A discourse analysis of key scientific and policy documents reveals persistent simplifications. Public participation is commonly framed as a means to increase social acceptance, rather than as a space of deliberation or epistemic negotiation. For example, documents often claim that “public engagement can help build trust in geoengineering,” a formulation that positions participation as an instrument of legitimacy, rather than as a process of shared inquiry and contestation. These framings echo widespread tendencies in SRM literature to treat public engagement as a mechanism for enhancing trust or acceptance (Royal Society, 2009; NAS, 2021), rather than as a deliberative space for exploring conflicting values and knowledges (Macnaghten & Szerszynski, 2013; Bellamy et al., 2013).

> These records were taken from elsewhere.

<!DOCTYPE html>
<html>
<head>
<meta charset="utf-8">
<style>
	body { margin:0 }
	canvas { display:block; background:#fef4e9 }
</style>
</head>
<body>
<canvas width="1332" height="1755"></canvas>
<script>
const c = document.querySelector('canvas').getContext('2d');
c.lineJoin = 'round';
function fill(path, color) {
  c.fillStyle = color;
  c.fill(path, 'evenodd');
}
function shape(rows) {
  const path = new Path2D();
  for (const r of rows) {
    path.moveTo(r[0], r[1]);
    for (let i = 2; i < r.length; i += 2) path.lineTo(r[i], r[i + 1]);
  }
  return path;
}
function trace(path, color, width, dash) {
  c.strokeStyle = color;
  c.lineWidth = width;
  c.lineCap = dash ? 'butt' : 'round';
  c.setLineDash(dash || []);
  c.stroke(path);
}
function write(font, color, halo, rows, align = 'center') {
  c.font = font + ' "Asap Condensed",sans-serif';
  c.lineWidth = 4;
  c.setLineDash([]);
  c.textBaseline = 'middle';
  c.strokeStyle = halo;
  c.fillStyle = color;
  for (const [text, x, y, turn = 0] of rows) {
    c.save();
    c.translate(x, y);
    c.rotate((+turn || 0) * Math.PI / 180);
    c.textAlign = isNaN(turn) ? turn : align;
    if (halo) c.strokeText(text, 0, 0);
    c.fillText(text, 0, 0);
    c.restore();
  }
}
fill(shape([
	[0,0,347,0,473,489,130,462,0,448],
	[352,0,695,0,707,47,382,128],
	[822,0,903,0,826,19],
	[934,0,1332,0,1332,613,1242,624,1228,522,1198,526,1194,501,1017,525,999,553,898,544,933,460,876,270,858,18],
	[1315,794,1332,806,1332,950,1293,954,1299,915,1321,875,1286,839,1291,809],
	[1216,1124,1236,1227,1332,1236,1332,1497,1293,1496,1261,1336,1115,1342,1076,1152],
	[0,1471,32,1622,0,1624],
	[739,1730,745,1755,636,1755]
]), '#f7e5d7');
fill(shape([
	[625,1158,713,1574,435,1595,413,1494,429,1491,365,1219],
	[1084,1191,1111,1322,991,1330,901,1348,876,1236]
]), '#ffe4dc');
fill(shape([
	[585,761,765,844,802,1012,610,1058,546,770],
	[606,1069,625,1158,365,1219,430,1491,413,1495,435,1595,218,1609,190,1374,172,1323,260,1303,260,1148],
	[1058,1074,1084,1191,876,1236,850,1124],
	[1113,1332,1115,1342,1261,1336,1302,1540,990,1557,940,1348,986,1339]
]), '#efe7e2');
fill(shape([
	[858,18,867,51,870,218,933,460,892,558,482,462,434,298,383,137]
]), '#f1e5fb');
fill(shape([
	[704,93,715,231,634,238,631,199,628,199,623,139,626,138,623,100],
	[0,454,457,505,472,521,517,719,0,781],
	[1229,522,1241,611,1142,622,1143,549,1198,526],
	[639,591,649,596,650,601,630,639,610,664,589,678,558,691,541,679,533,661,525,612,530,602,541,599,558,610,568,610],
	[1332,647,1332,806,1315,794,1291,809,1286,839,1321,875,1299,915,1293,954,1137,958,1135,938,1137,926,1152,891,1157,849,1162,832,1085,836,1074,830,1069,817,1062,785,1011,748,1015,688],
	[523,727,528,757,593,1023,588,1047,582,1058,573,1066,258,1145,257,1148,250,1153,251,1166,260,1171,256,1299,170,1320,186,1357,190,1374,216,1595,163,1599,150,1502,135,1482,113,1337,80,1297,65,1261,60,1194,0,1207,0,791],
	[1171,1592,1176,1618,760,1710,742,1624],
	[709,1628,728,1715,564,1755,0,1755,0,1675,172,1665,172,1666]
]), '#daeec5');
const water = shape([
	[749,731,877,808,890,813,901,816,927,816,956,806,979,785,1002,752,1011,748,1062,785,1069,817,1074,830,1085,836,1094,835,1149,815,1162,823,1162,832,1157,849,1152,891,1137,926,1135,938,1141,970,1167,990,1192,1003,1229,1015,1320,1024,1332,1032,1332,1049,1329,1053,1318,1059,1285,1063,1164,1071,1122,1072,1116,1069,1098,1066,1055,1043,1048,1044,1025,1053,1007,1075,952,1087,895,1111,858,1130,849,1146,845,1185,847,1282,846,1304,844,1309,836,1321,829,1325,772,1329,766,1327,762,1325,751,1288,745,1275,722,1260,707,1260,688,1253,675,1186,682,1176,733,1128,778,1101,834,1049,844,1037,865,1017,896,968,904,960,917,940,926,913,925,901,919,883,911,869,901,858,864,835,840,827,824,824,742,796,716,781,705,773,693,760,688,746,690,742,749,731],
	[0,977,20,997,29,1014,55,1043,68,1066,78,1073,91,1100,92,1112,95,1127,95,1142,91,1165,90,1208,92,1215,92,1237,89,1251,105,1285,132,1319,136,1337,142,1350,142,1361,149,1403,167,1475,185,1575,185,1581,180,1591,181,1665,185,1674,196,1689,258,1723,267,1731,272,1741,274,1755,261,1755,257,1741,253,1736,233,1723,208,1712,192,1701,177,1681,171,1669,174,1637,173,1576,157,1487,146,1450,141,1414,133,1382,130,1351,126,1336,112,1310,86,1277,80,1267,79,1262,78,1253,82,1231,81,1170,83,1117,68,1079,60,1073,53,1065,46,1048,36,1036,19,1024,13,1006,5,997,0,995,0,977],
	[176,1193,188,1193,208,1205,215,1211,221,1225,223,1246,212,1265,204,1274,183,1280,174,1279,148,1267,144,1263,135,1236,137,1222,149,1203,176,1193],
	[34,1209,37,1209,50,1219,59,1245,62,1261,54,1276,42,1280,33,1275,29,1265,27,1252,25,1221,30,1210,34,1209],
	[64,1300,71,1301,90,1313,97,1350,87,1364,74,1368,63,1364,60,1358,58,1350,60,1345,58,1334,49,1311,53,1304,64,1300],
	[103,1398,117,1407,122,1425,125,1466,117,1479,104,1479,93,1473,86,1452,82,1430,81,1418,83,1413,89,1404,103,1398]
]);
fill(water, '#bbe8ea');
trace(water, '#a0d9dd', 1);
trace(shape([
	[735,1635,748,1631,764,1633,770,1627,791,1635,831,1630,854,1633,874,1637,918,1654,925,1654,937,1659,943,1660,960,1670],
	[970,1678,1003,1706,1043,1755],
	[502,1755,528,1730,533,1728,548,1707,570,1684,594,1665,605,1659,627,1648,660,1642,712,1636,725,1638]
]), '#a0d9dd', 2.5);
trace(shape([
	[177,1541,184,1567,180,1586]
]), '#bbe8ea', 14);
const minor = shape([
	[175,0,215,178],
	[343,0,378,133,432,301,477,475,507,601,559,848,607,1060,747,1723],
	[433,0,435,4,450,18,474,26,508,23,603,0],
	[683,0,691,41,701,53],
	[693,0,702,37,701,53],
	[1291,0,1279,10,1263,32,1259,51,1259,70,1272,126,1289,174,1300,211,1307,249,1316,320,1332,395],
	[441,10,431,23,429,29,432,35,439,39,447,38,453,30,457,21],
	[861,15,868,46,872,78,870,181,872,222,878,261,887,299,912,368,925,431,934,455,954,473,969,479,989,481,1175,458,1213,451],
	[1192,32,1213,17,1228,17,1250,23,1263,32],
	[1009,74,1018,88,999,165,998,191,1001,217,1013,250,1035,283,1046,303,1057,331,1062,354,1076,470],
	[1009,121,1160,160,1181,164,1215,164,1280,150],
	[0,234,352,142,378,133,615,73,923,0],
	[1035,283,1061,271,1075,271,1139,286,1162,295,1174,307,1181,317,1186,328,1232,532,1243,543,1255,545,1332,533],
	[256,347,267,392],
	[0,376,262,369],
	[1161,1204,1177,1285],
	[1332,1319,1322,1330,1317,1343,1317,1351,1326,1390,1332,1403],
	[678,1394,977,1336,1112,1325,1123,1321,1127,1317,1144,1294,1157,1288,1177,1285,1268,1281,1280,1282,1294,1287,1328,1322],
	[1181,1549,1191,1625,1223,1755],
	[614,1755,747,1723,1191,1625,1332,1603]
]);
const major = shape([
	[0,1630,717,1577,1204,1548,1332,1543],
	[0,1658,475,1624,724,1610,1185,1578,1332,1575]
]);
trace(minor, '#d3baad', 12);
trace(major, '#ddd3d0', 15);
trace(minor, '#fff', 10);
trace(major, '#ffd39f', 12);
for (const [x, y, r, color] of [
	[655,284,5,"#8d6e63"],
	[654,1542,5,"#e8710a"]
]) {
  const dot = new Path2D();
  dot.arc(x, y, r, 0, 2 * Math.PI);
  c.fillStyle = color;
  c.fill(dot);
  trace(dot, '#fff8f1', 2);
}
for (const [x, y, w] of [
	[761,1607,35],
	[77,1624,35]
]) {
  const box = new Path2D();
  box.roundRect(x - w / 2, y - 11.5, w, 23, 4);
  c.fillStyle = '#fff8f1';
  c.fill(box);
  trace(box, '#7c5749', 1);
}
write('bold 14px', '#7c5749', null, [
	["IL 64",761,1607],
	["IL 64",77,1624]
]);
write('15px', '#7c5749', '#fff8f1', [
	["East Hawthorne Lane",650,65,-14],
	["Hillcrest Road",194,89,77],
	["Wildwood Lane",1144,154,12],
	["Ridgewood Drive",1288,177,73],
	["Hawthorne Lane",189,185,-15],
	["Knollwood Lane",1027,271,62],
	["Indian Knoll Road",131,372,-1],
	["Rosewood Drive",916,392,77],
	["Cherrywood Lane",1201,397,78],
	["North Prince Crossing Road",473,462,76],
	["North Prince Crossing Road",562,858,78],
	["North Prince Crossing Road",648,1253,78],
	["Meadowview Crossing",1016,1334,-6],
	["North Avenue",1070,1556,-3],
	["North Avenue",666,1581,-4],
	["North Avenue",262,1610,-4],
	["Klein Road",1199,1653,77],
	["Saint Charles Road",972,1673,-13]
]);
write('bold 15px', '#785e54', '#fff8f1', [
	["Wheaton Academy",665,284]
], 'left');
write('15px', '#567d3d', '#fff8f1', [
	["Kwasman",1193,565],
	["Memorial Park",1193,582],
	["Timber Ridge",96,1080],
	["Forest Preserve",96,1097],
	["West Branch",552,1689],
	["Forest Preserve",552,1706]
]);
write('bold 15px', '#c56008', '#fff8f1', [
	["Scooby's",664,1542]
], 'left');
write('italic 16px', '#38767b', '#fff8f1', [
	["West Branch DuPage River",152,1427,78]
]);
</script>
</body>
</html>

Similarly, the Global South is frequently described in terms of vulnerability and potential benefit from future interventions. One report suggests that “low-income countries are particularly vulnerable and may benefit from regional deployment,” thus framing the South as a passive object of intervention, not as a heterogeneous set of knowledge actors and political agents.
To address these epistemological reductions, we draw on Latour’s (1987) notion of “centers of calculation” and Collins’s (2007) typology of expertise to advocate for more responsible, situated, and dialogically engaged forms of expertise. It argues for an epistemologically reflexive approach to SRM governance, one that treats participation as an active and ongoing negotiation of values, knowledges, and responsibilities in planetary interventions.